*Collected data*
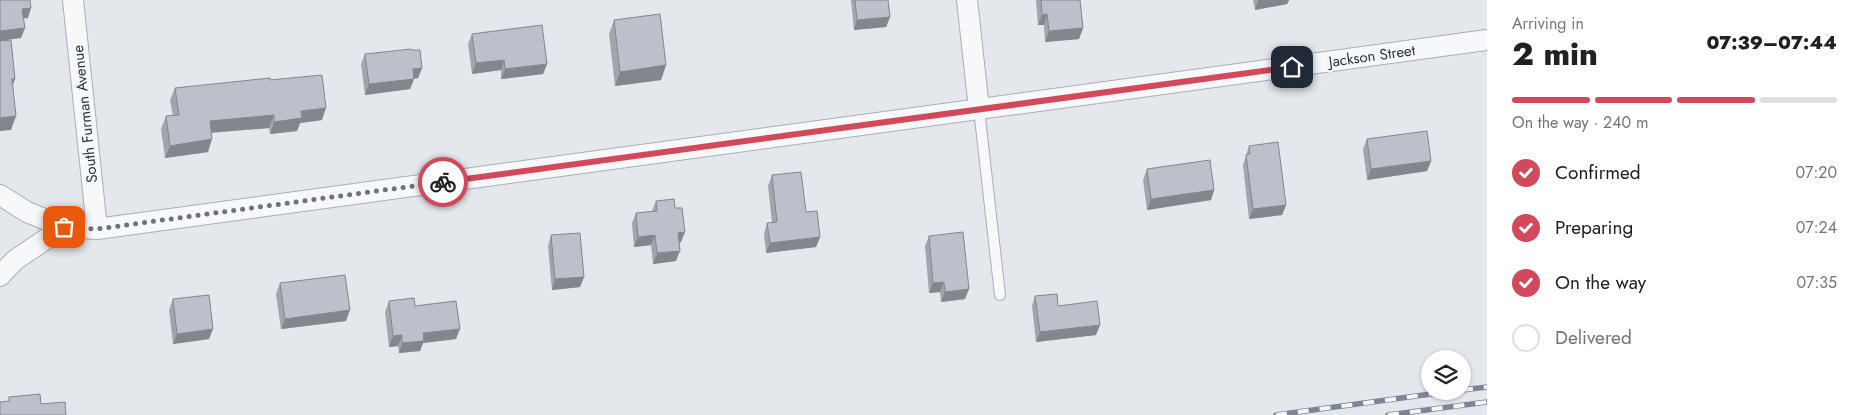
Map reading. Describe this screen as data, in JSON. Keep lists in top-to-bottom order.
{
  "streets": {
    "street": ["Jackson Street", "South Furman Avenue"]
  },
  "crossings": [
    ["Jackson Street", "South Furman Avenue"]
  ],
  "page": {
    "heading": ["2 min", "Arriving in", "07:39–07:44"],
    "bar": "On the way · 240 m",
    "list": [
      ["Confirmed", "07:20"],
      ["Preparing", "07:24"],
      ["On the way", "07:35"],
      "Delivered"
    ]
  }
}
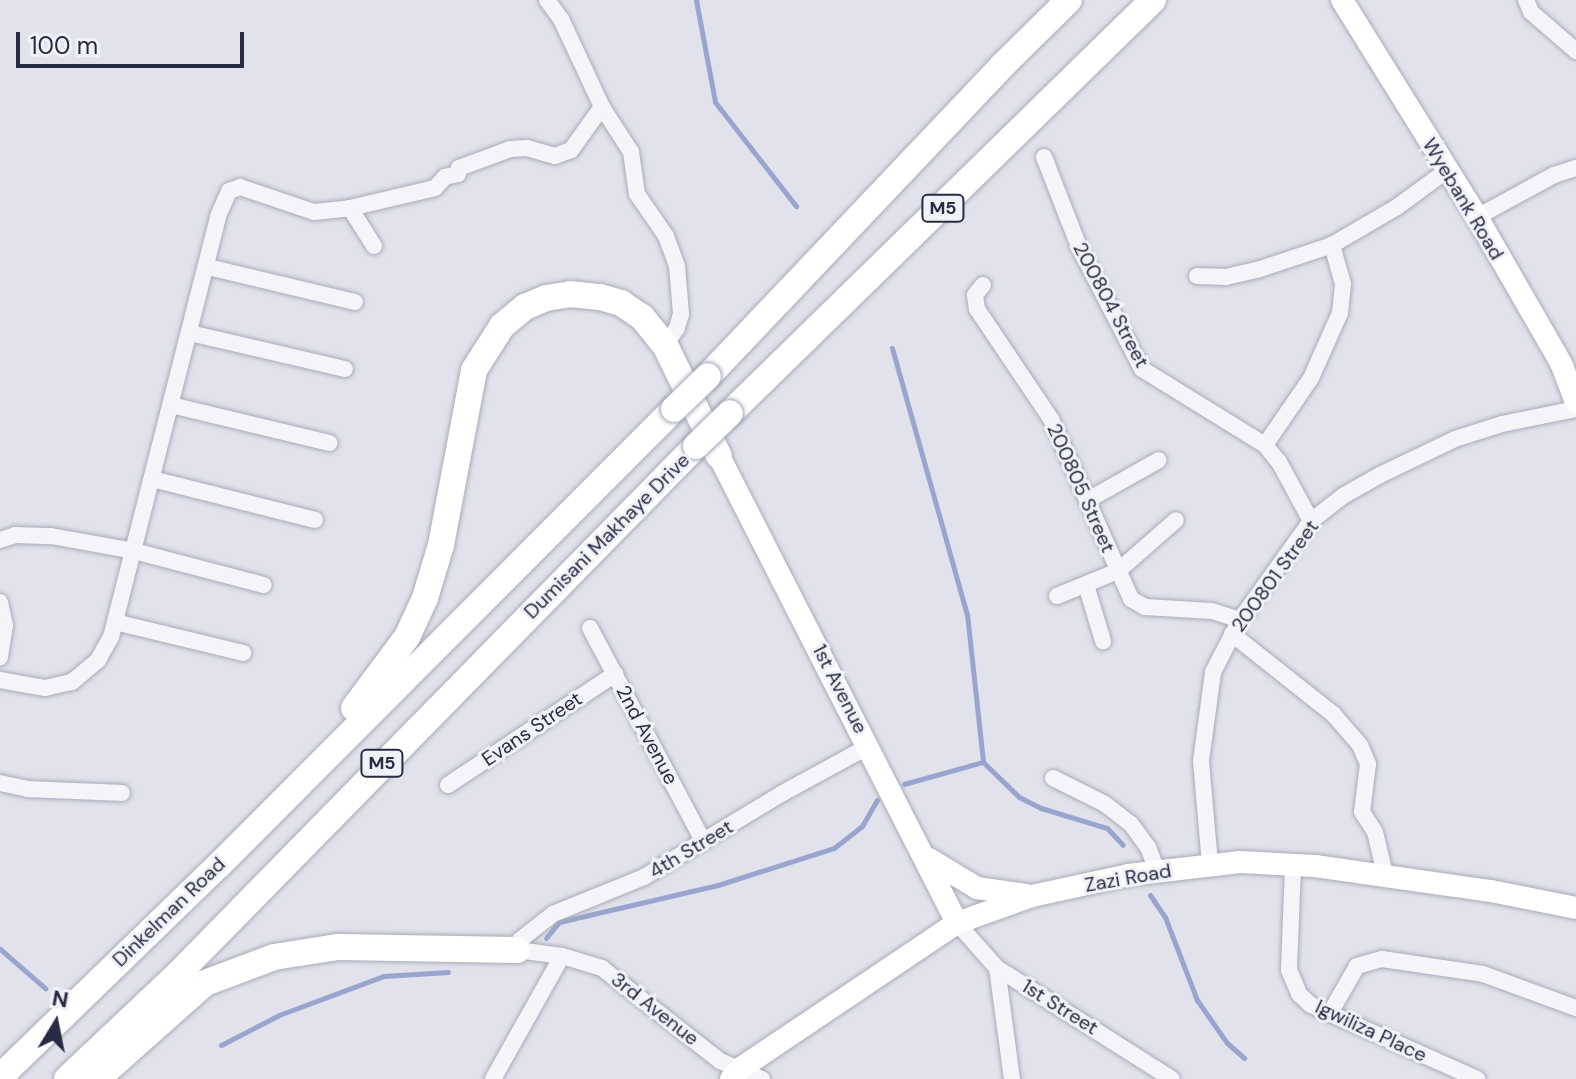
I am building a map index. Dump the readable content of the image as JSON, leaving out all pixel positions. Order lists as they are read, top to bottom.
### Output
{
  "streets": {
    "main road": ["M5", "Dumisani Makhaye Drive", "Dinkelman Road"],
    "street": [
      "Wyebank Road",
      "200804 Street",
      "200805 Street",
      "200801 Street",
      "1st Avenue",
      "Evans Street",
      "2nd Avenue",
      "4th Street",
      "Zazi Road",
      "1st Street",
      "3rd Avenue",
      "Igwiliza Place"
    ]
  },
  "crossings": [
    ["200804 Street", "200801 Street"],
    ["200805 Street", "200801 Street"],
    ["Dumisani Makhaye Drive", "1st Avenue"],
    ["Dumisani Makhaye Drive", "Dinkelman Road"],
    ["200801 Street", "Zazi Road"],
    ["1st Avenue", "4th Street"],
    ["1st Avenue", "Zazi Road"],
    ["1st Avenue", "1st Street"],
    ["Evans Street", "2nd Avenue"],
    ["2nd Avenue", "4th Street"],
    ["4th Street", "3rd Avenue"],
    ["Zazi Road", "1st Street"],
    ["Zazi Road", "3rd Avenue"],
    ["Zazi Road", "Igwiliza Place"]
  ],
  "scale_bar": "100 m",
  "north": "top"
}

...

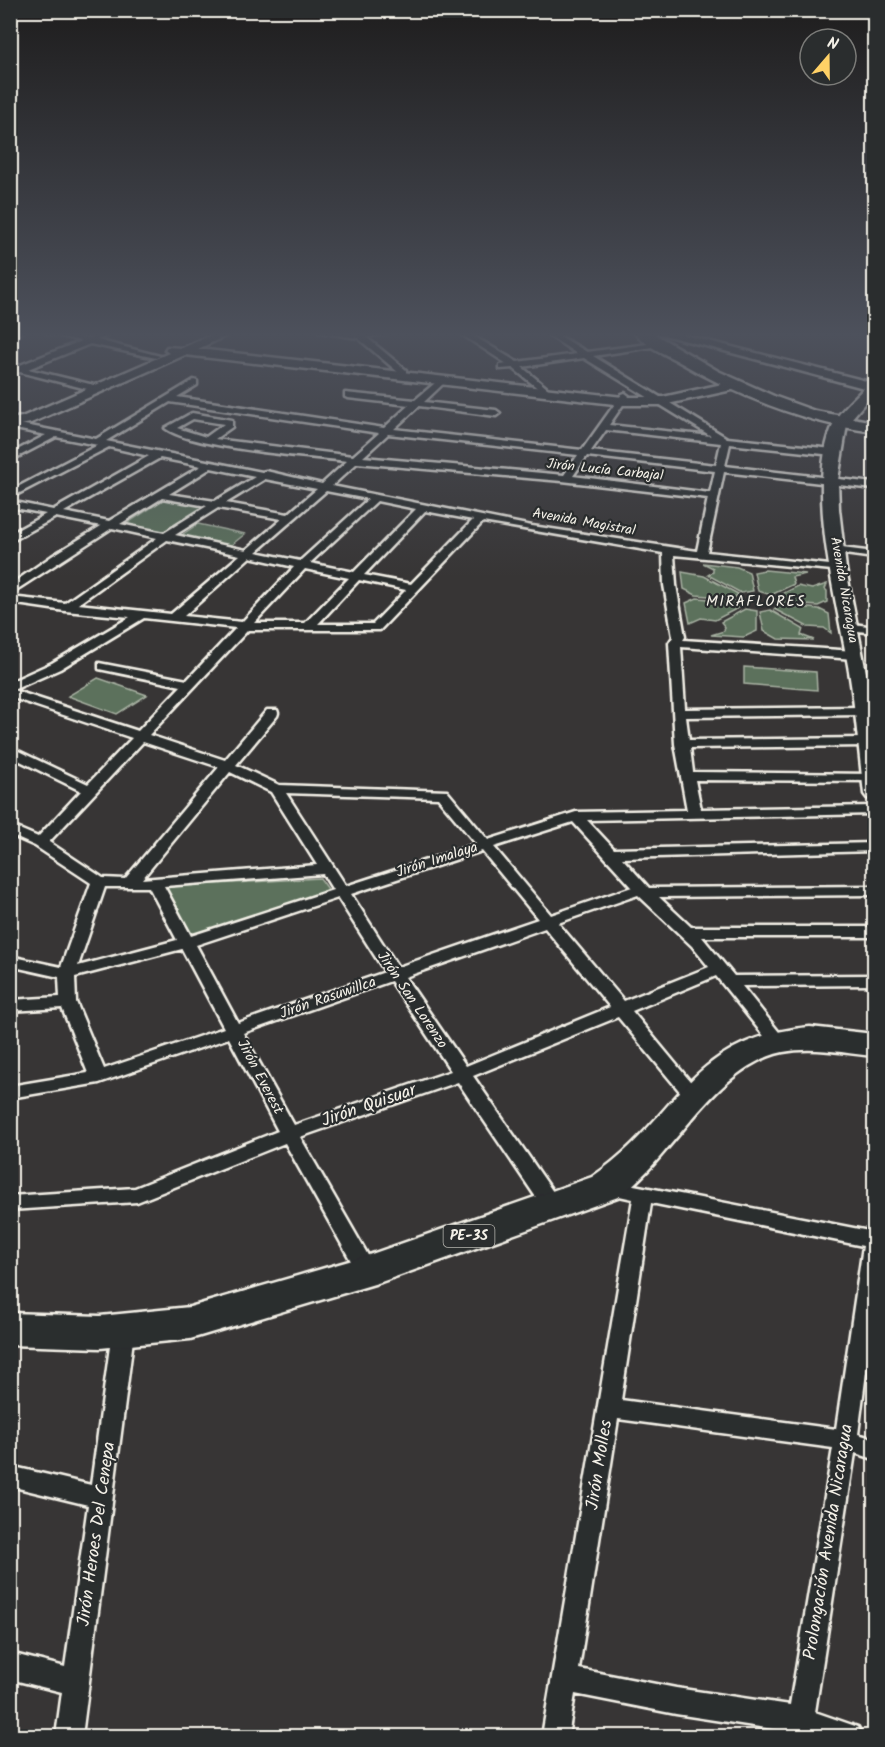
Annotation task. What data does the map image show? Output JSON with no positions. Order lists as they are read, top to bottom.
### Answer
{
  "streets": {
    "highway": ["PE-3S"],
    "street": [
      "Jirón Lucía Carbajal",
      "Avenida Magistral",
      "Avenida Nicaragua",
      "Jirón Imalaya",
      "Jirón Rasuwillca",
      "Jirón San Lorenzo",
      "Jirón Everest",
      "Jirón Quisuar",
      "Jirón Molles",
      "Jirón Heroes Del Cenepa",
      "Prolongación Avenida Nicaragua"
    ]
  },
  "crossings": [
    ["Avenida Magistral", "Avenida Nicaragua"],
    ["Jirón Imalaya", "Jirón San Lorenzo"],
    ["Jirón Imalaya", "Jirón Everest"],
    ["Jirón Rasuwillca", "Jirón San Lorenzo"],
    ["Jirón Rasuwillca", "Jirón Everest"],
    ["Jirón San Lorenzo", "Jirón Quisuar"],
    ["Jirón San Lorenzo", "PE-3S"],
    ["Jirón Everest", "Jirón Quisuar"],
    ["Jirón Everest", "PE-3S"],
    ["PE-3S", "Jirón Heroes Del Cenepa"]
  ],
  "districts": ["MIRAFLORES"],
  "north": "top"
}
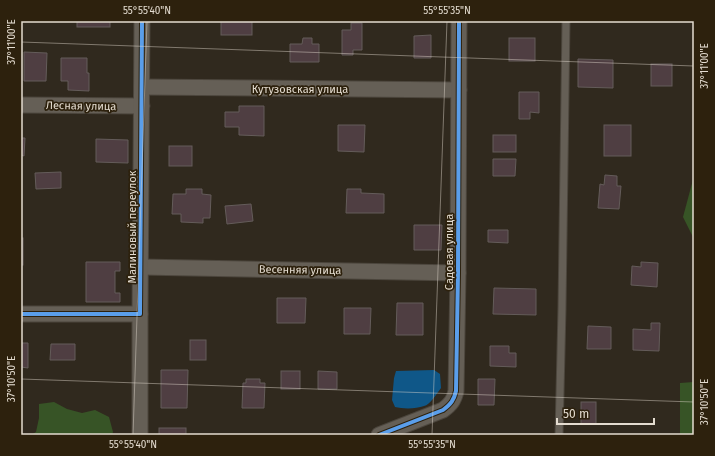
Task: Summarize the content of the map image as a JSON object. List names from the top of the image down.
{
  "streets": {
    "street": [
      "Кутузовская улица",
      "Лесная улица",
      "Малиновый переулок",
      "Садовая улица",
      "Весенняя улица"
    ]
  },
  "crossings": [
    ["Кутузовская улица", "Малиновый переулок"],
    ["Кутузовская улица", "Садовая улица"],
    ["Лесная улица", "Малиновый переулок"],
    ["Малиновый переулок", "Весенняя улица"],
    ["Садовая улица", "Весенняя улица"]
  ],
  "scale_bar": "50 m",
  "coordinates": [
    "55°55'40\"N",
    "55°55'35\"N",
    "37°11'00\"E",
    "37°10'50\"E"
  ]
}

*What the exercise asks*
Among the entries above, identify all lines with "positions" and copy them.

*Result of this exercise*
I am building a map index. Dump the readable content of the image as JSON, leaving out all pixel positions. Order lists as they are read, top to bottom.
Annotation task. What data does the map image show? Output JSON with no positions. Order lists as they are read, top to bottom.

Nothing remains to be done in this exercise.